Stored data
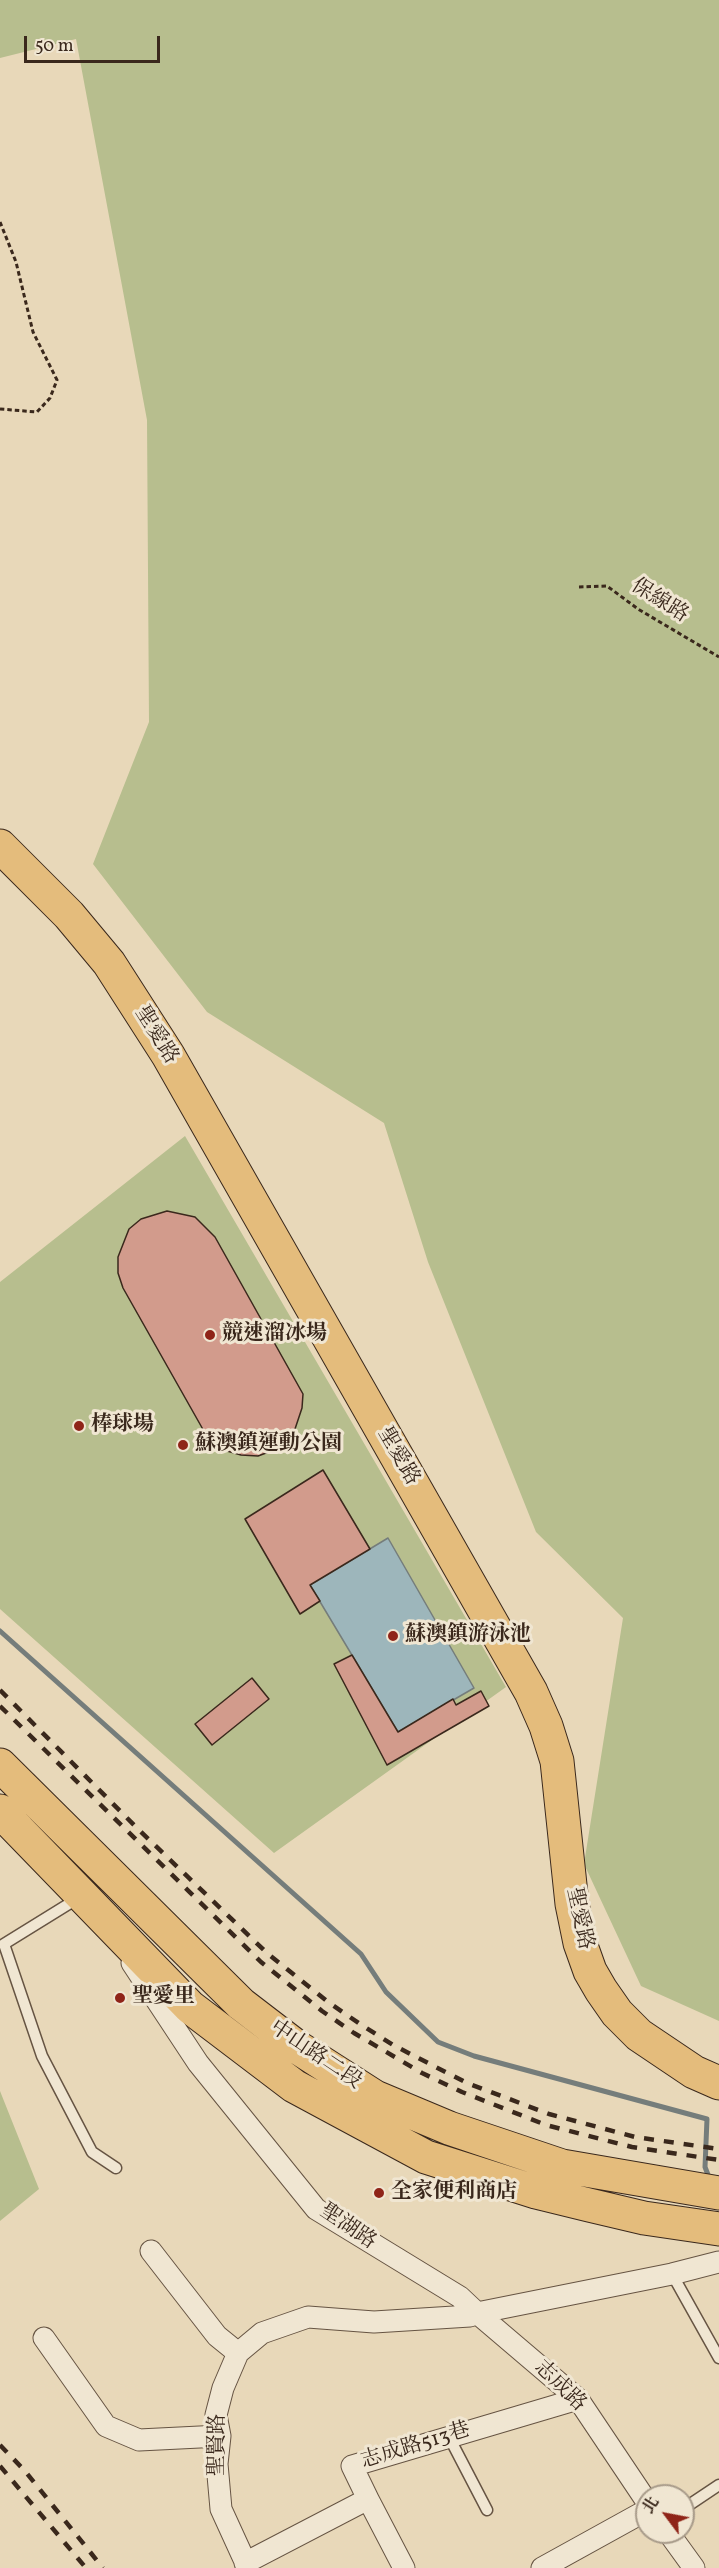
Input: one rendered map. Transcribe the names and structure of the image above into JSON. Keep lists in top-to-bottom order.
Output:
{
  "streets": {
    "main road": ["聖愛路", "中山路二段"],
    "street": [
      "聖湖路",
      "志成路",
      "聖賢路",
      "志成路513巷"
    ],
    "path": ["保線路"]
  },
  "crossings": [
    ["中山路二段", "聖湖路"],
    ["聖湖路", "志成路"],
    ["聖湖路", "聖賢路"],
    ["志成路", "聖賢路"],
    ["志成路", "志成路513巷"],
    ["聖賢路", "志成路513巷"]
  ],
  "places": [
    "競速溜冰場",
    "棒球場",
    "蘇澳鎮運動公園",
    "蘇澳鎮游泳池",
    "聖愛里",
    "全家便利商店"
  ],
  "scale_bar": "50 m",
  "north": "top left"
}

### What needs to be done
Print the entries above word for word, without pictures.

### Task solution
Input: one rendered map. Transcribe the names and structure of the image above into JSON. Keep lists in top-to-bottom order.
Output:
{
  "streets": {
    "main road": ["聖愛路", "中山路二段"],
    "street": [
      "聖湖路",
      "志成路",
      "聖賢路",
      "志成路513巷"
    ],
    "path": ["保線路"]
  },
  "crossings": [
    ["中山路二段", "聖湖路"],
    ["聖湖路", "志成路"],
    ["聖湖路", "聖賢路"],
    ["志成路", "聖賢路"],
    ["志成路", "志成路513巷"],
    ["聖賢路", "志成路513巷"]
  ],
  "places": [
    "競速溜冰場",
    "棒球場",
    "蘇澳鎮運動公園",
    "蘇澳鎮游泳池",
    "聖愛里",
    "全家便利商店"
  ],
  "scale_bar": "50 m",
  "north": "top left"
}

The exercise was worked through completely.